▶ **Requirement**
Go through each line of the records below and count those with the word "paint". Give only the count.

(Stored data entries)
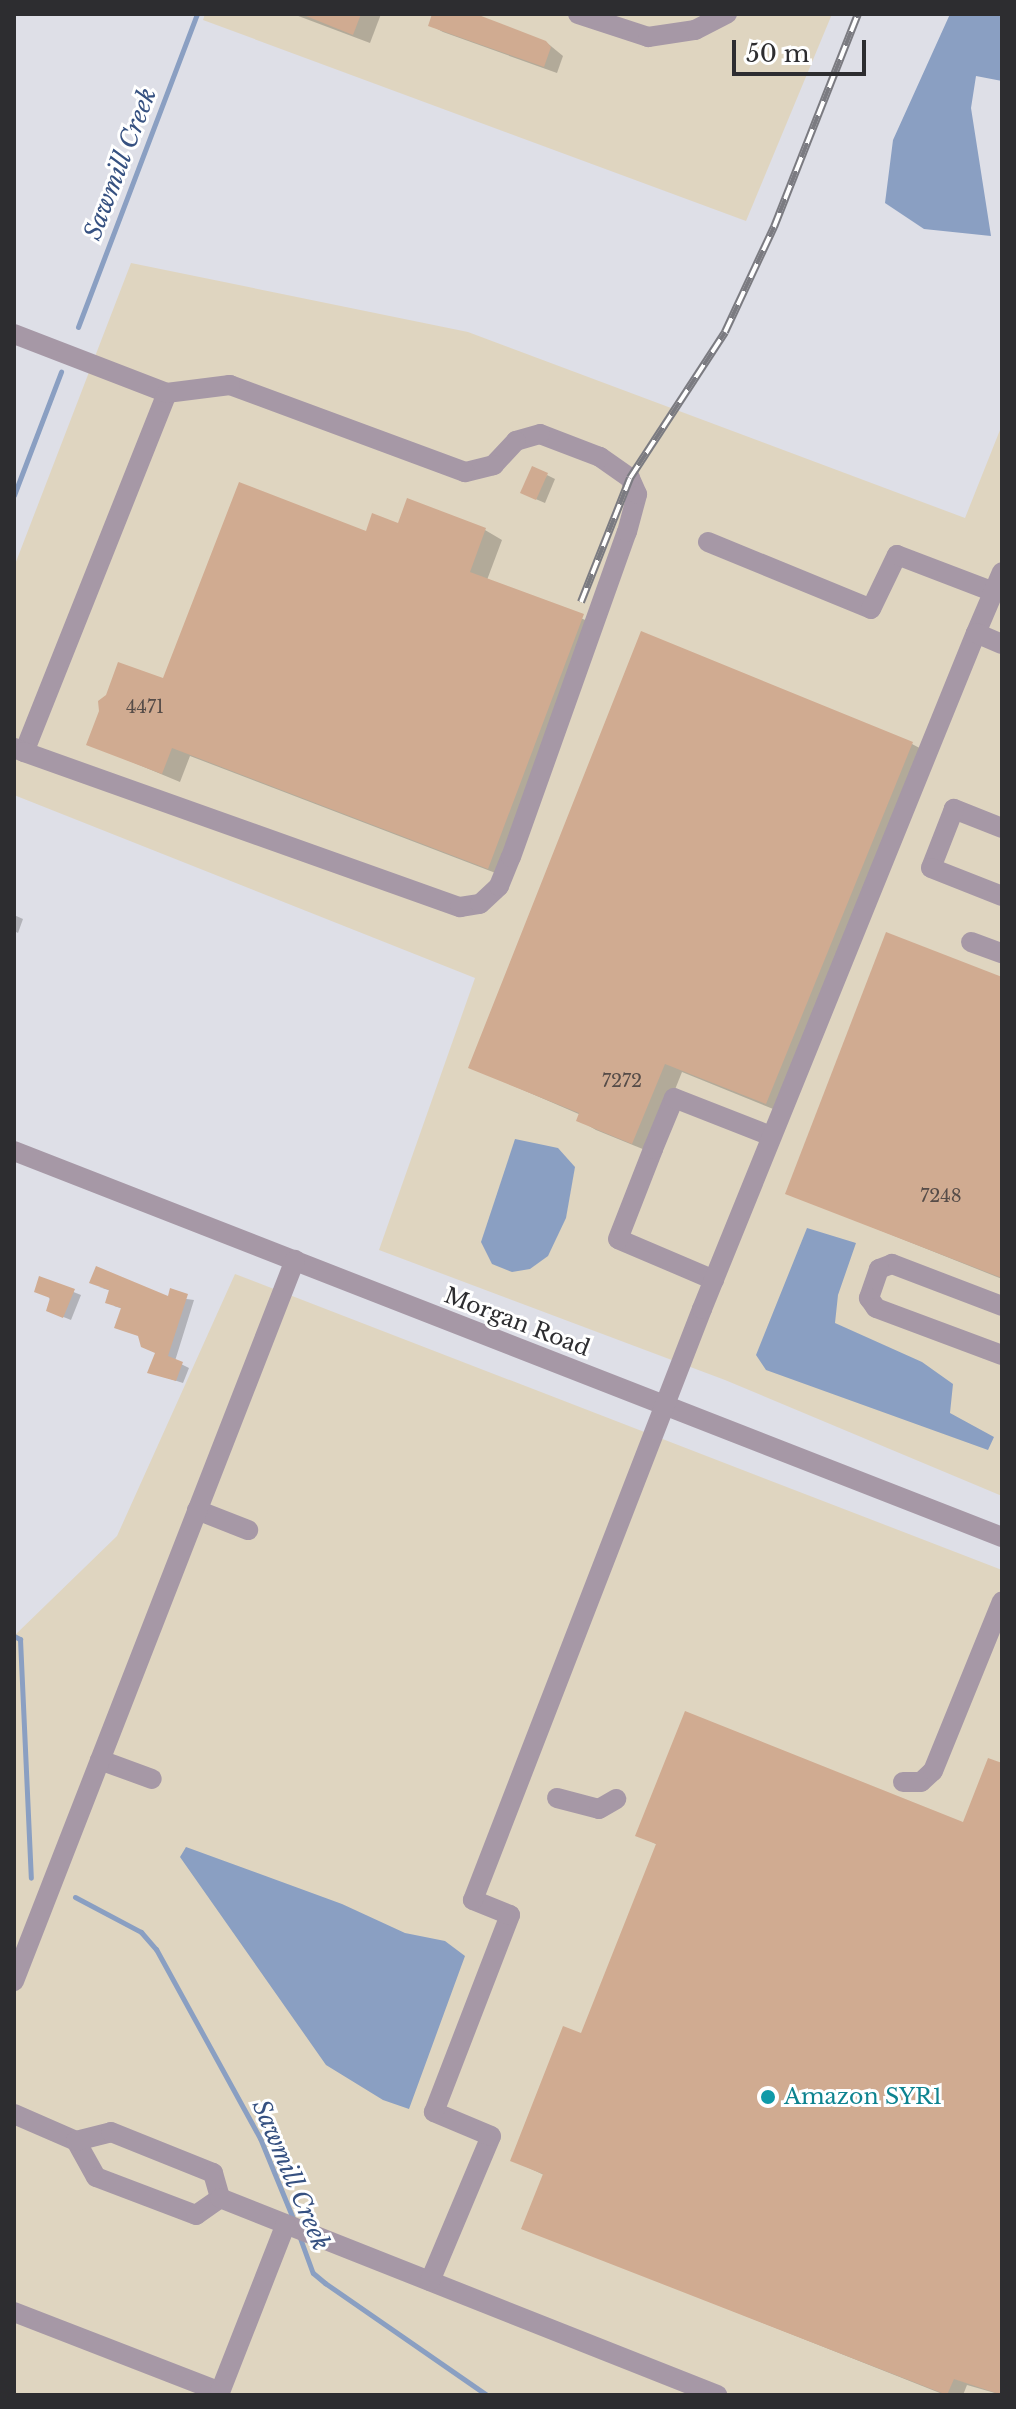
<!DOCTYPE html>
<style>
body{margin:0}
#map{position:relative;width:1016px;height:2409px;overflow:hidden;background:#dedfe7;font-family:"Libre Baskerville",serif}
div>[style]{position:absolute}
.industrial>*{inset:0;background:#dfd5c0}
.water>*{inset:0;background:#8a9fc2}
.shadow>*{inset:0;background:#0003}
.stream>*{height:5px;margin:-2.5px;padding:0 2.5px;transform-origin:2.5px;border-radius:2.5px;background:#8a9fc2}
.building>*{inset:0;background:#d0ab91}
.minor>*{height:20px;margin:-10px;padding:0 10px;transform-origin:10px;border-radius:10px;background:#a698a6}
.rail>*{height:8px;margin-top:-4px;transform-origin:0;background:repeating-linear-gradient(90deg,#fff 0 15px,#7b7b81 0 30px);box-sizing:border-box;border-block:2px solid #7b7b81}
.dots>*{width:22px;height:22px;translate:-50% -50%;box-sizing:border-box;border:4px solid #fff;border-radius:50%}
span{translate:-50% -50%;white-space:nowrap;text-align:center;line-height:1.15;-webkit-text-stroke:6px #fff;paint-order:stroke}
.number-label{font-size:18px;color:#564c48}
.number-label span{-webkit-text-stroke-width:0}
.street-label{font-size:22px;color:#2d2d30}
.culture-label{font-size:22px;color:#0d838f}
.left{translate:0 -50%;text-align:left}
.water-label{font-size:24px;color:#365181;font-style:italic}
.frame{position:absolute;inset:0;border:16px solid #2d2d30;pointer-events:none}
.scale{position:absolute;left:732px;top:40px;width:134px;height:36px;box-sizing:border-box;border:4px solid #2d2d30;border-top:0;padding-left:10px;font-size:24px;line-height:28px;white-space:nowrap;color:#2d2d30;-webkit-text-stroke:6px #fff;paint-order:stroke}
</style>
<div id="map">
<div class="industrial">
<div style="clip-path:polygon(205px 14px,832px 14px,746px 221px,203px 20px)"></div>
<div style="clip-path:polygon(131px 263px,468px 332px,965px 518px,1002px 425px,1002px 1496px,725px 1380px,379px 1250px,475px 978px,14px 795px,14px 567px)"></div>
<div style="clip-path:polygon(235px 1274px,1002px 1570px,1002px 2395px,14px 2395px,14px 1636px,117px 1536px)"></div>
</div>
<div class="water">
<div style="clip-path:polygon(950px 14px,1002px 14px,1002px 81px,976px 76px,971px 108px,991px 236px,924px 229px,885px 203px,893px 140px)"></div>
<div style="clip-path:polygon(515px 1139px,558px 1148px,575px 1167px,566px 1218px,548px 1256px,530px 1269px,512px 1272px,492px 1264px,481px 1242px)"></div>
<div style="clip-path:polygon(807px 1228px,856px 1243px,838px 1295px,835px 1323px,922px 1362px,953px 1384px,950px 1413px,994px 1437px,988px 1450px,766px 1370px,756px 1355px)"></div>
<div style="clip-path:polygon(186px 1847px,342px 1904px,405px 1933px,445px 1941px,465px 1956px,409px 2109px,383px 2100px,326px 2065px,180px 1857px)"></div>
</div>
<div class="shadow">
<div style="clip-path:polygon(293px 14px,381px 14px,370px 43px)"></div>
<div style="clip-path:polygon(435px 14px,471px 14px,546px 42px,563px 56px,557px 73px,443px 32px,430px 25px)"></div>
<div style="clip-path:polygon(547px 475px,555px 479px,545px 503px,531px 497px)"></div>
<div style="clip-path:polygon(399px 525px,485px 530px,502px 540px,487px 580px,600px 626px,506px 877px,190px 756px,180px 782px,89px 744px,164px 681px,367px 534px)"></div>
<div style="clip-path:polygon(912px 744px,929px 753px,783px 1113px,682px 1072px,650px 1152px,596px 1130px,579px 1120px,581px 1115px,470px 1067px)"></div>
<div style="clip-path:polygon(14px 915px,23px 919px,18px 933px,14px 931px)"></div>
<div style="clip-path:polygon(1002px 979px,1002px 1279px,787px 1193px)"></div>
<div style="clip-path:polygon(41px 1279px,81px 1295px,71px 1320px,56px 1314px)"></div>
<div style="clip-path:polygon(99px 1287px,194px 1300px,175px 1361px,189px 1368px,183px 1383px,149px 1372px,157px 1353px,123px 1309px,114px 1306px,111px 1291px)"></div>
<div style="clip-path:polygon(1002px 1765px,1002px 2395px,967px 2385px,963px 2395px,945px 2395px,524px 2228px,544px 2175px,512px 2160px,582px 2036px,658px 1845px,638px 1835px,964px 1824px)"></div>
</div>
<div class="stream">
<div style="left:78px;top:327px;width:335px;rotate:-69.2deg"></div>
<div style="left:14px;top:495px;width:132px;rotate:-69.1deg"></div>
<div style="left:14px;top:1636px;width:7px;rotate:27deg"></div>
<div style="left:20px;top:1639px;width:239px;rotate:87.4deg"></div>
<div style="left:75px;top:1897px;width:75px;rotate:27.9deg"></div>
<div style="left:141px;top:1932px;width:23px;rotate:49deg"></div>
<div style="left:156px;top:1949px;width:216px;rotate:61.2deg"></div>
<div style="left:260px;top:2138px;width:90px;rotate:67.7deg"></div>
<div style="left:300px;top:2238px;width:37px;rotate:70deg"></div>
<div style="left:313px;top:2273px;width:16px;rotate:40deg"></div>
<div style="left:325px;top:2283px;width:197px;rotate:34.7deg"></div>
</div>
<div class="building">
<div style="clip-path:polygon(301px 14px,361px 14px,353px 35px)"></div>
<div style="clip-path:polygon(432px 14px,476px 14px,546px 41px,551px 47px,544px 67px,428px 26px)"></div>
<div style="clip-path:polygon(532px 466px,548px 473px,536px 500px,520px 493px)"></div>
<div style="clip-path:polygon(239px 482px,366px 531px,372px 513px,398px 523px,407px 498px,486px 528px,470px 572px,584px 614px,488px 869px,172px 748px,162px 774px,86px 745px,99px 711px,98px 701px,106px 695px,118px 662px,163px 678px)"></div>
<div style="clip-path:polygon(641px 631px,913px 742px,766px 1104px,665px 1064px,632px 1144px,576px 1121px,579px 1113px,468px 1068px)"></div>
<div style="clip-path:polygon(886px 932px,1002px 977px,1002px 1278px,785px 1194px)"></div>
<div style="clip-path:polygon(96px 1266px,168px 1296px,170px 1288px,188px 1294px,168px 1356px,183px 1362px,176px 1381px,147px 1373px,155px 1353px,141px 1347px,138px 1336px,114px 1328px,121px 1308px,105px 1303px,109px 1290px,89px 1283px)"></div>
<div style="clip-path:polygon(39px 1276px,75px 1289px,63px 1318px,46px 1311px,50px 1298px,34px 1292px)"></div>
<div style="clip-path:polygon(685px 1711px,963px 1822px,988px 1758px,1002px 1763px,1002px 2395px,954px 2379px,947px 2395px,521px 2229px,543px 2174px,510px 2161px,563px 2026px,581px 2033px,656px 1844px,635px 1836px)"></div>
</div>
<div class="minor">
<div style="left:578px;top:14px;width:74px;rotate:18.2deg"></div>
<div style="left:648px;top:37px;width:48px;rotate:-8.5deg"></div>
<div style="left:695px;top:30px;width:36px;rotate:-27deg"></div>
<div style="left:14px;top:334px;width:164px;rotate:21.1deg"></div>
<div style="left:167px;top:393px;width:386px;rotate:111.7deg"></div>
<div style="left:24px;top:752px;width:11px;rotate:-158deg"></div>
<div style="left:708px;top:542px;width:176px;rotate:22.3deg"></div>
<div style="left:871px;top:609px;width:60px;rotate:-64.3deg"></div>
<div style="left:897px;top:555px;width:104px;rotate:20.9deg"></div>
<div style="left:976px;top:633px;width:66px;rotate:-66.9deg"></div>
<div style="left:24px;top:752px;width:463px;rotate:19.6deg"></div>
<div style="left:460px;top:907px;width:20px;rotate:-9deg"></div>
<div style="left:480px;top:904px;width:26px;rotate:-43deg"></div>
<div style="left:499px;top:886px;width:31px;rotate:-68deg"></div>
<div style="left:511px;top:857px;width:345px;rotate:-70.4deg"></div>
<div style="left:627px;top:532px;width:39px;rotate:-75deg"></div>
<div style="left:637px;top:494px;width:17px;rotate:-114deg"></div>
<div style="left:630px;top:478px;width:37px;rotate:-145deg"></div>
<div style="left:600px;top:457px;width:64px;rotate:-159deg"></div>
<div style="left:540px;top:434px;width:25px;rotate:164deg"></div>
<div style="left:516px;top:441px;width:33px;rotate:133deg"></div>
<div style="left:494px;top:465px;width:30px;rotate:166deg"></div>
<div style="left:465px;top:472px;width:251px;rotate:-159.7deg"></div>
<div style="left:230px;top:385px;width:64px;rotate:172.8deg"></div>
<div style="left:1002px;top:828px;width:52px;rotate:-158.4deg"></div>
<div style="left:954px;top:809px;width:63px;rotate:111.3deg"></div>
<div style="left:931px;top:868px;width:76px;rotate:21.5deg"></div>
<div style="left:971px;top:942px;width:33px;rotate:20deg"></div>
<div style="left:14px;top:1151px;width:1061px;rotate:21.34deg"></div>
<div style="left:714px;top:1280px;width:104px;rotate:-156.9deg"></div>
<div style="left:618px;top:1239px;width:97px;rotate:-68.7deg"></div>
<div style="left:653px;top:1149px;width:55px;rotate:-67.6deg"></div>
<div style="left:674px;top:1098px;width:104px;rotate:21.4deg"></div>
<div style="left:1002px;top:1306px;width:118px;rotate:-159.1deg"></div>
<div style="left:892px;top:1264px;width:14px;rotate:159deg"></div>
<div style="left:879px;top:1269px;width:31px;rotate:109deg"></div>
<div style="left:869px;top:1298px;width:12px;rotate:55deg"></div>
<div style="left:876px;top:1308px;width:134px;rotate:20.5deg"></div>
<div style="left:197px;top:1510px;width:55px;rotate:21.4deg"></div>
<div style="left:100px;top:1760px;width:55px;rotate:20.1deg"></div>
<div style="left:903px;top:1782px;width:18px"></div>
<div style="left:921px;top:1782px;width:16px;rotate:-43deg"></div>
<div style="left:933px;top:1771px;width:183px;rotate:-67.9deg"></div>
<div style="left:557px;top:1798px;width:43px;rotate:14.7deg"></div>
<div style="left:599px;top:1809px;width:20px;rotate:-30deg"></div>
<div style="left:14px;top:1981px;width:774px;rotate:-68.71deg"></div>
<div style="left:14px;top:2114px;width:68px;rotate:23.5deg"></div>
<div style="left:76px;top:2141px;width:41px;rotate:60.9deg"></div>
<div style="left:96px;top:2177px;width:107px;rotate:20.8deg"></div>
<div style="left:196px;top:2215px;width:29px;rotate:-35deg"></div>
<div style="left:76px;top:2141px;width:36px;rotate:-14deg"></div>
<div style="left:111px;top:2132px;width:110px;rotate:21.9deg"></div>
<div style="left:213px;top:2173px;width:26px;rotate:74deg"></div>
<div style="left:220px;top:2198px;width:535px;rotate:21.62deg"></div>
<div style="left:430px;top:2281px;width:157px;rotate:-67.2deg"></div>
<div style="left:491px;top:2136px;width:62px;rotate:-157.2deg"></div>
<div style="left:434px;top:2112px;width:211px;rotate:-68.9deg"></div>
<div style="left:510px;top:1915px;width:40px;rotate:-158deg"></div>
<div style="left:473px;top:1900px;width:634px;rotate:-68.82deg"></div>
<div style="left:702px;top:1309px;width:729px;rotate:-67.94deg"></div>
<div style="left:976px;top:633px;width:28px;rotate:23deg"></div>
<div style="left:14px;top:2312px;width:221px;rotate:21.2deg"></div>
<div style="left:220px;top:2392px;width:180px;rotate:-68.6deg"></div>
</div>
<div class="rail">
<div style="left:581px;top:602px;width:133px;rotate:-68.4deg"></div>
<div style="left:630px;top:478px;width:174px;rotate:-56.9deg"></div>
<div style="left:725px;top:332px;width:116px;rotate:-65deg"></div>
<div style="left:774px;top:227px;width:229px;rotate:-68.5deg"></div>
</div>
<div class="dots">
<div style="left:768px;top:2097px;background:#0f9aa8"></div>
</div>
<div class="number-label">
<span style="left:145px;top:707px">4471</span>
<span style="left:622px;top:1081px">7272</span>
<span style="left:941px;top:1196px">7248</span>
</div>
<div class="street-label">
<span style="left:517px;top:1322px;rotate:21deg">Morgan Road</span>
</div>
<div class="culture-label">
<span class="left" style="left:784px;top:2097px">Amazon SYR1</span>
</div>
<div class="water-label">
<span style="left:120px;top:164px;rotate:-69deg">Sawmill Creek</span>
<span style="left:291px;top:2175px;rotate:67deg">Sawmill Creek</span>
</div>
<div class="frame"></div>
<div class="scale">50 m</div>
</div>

▶ **Task answer**
2